▶ **Work instruction**
Looking through the listing that follows, count every line with the string "symbols" and state the number alone.

▶ **Data supplied**

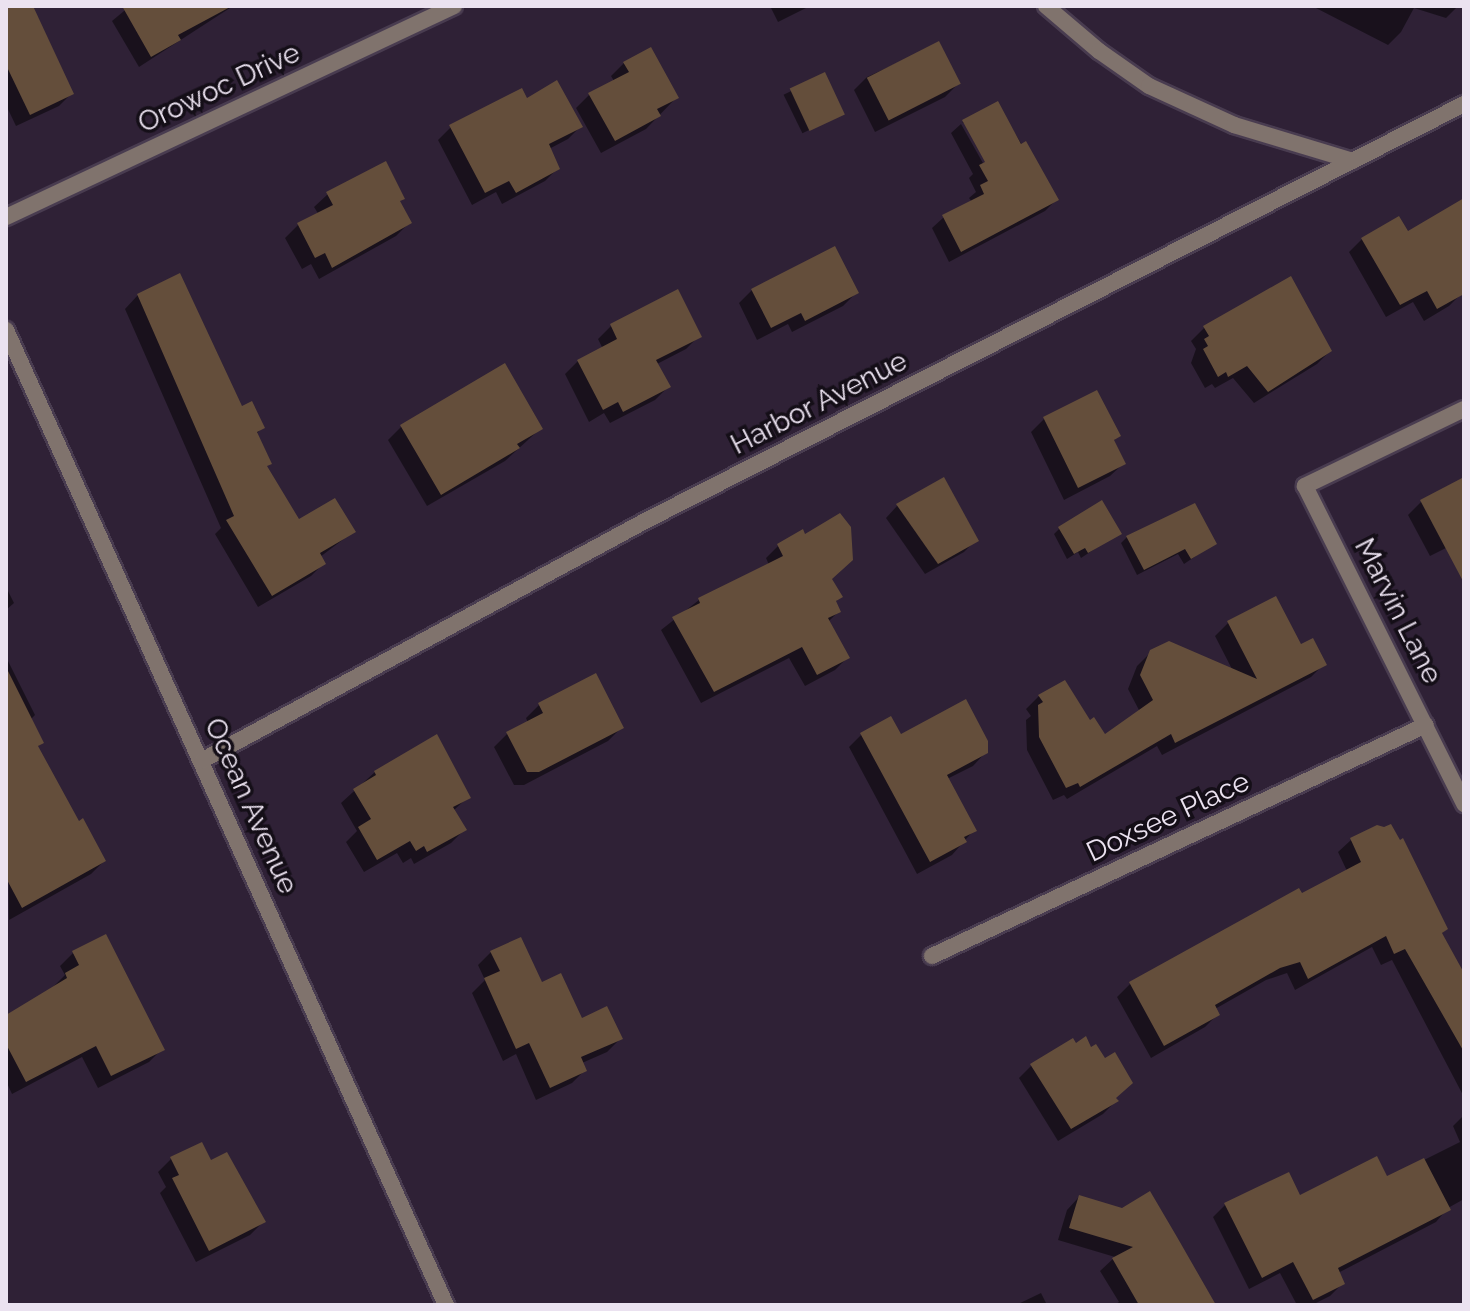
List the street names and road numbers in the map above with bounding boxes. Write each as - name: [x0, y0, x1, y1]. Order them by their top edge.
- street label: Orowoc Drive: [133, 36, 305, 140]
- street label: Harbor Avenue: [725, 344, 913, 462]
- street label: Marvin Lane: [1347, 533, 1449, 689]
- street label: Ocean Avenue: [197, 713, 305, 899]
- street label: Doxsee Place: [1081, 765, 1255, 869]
--
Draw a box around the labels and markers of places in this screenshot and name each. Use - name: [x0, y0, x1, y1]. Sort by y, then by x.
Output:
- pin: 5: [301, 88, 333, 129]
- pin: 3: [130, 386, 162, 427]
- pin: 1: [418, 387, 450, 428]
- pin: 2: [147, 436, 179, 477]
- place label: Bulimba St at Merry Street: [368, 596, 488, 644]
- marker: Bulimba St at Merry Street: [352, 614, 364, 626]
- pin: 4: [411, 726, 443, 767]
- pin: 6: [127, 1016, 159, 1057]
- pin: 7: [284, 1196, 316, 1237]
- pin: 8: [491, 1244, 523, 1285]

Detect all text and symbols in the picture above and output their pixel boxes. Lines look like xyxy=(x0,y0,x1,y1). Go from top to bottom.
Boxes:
---
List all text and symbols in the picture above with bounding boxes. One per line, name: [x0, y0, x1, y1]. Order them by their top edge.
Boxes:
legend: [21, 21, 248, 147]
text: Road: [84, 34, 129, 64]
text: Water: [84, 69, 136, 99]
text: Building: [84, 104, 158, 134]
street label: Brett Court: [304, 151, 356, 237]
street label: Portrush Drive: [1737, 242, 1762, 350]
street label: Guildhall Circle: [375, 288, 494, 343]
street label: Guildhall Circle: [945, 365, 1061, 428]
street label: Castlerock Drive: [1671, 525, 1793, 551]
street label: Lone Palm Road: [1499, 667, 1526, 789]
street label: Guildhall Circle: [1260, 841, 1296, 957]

▶ **Response below**
2